1. Higher and More Inelastic Demand = Higher Prices
During Chinese New Year, traditional goodies such as Bak Kwa are seen as indispensable. This preference to have traditional foodstuff to host family and friends, drive demand to the highest in the entire year. At the same time, the perceived indispensability makes the demand curve highly price inelastic. As demand rises and become more inelastic, it is inevitable that there would be a significant increase in prices. What about the queues? Well in reality, prices do not adjust to the equilibrium levels that easily.

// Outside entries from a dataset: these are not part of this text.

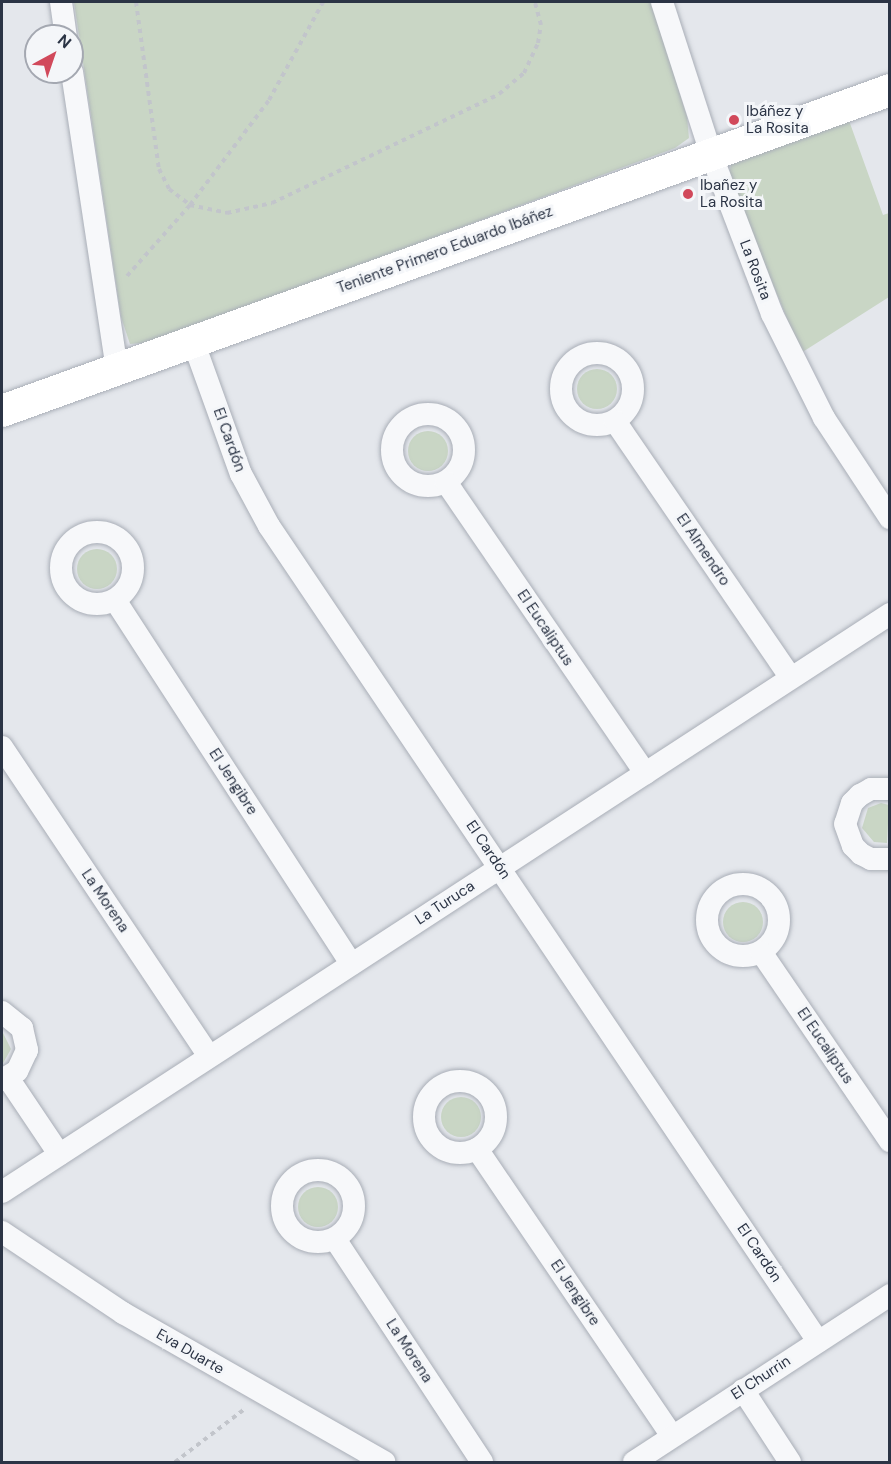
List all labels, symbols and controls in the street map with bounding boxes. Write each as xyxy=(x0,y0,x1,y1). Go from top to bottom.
north arrow xyxy=(24,24,84,84)
text: N xyxy=(53,30,76,53)
place label: Ibáñez y La Rosita xyxy=(746,102,809,137)
marker: Ibáñez y La Rosita xyxy=(727,113,741,127)
place label: Ibañez y La Rosita xyxy=(700,176,763,211)
marker: Ibañez y La Rosita xyxy=(681,187,695,201)
street label: Teniente Primero Eduardo Ibáñez xyxy=(335,203,555,297)
street label: La Rosita xyxy=(735,238,775,302)
street label: El Cardón xyxy=(209,405,249,475)
street label: El Almendro xyxy=(672,510,734,590)
street label: El Eucaliptus xyxy=(513,587,577,669)
street label: El Jengibre xyxy=(205,745,261,819)
street label: El Cardón xyxy=(462,817,514,883)
street label: La Morena xyxy=(77,866,133,936)
street label: La Turuca xyxy=(412,877,478,929)
street label: El Eucaliptus xyxy=(793,1005,857,1087)
street label: El Cardón xyxy=(733,1220,785,1286)
street label: El Jengibre xyxy=(546,1257,604,1329)
street label: La Morena xyxy=(382,1316,436,1386)
street label: Eva Duarte xyxy=(153,1325,227,1379)
street label: El Churrin xyxy=(728,1352,794,1404)

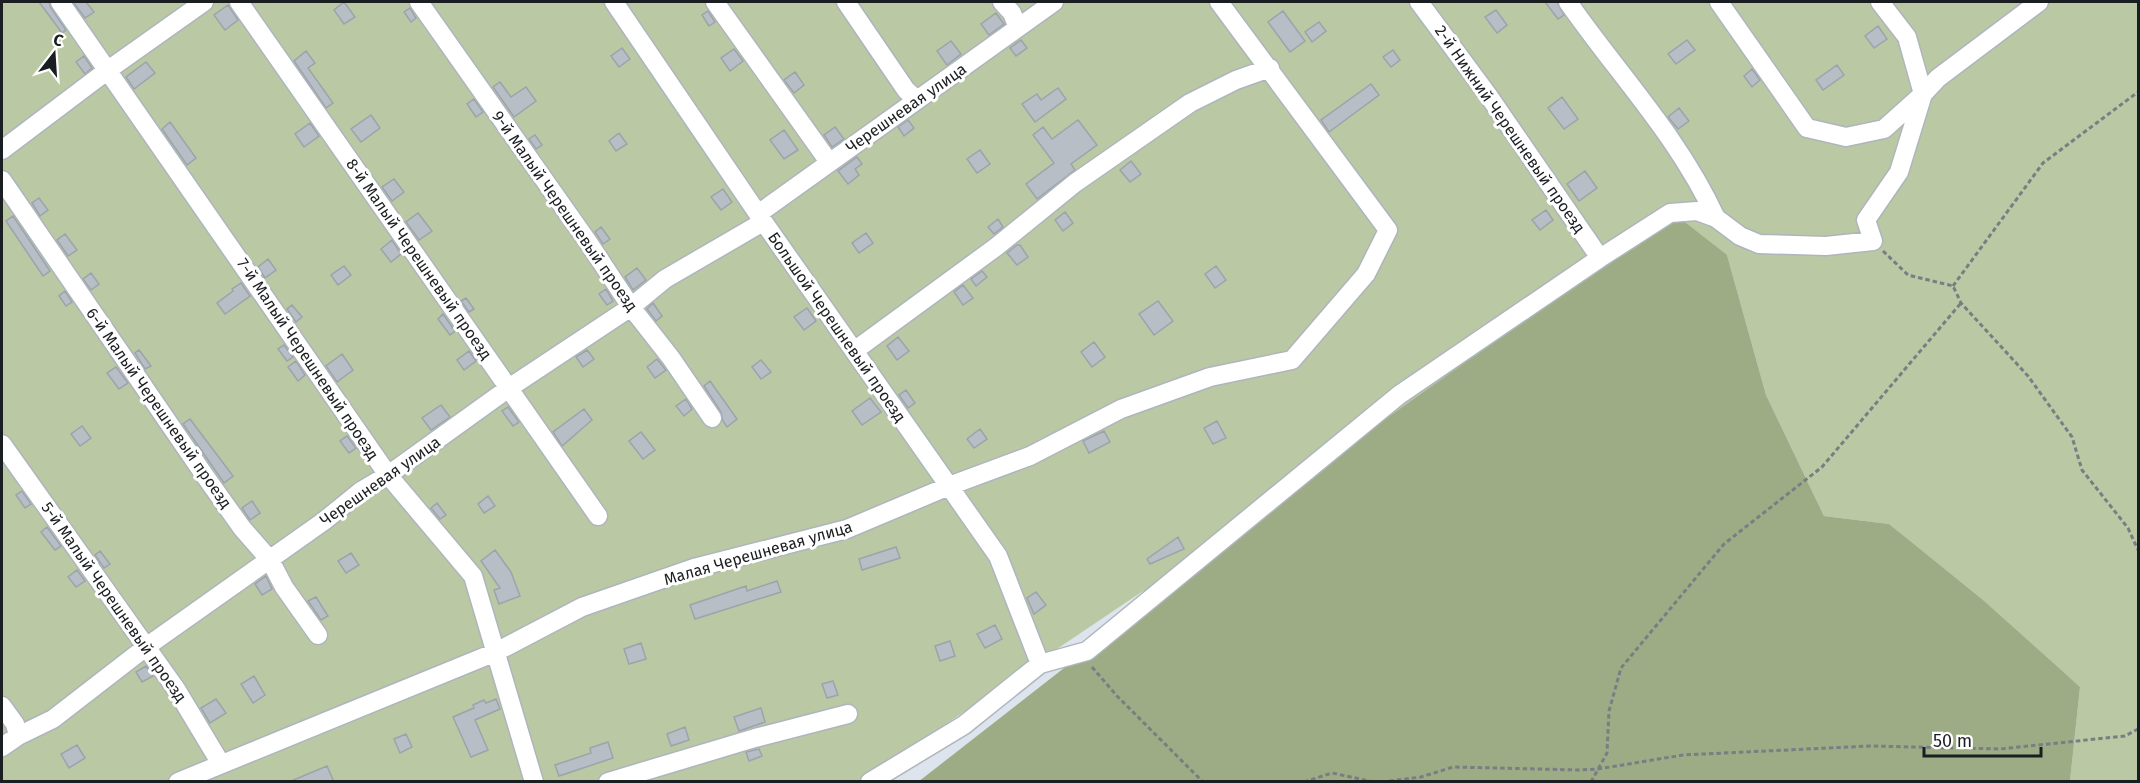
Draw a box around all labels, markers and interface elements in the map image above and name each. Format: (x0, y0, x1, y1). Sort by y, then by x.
street label: 2-й Нижний Черешневый проезд (1431, 22, 1589, 236)
north arrow (24, 24, 84, 84)
text: С (51, 30, 66, 51)
street label: Черешневая улица (842, 59, 970, 157)
street label: 9-й Малый Черешневый проезд (488, 107, 642, 315)
street label: 8-й Малый Черешневый проезд (342, 155, 496, 363)
street label: Большой Черешневый проезд (764, 228, 910, 426)
street label: 7-й Малый Черешневый проезд (233, 255, 383, 463)
street label: 6-й Малый Черешневый проезд (82, 304, 236, 512)
street label: Черешневая улица (316, 432, 444, 530)
street label: 5-й Малый Черешневый проезд (37, 498, 191, 706)
street label: Малая Черешневая улица (662, 517, 854, 589)
scale bar (1924, 720, 2041, 758)
text: 50 m (1933, 730, 1972, 752)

Remember that before prices rise, there is a temporary shortage that leads to consumers bidding higher prices for the scarce good. For so long as the shortage exists, non-price rationing sets in and manifests as queues.
2. Don't Forget Supply!
Bak Kwa and many other Chinese Goodies are best consumed freshly made, or within a couple of weeks of being made. These food tend not to have much preservatives (unlike traditional snacks like chips and biscuits), and thus are slightly more perishable and difficult to make in advance and stored in anticipation of sales. This makes the supply curve relatively price inelastic as well. Put this together with the rising and increasingly price inelastic demand, you have the perfect combination of factors that drive higher prices.
3. Is it Rational to Pay Higher Prices during Chinese New Year?

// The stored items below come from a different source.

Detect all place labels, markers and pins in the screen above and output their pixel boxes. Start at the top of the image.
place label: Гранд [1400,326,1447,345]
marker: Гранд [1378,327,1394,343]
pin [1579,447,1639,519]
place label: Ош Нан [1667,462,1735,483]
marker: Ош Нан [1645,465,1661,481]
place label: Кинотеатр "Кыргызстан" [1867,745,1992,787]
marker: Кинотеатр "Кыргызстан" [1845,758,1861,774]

In the spirit of Asian prudence, it is easy to criticize "silly" people for queuing and paying sky high prices for Bak Kwa or pineapple tarts at the Takashimaya food fair. But as far as rationality goes, as long as consumers maximize their utility and consumer surplus, the outcome is great for them. Consider this: when demand rises, the perceived marginal benefit of consuming goods and services actually goes up (since D=MB). This is logical, since consumers would not be willing and able to pay higher prices for the same quantity of goods and services otherwise. Thus the new equilibrium would still maximize consumer surplus, as consumers would take reference from the new demand curve. Besides, how do we really quantify the joy of getting together with friends and family and enjoying some great traditional Chinese goodies? Priceless.
Chinese New Year; the best time of the year for Chinese families all around the world. Why spoil the mood with Economics? I'll spare you the conclusion this time. Happy Chinese New Year! Huat Ah!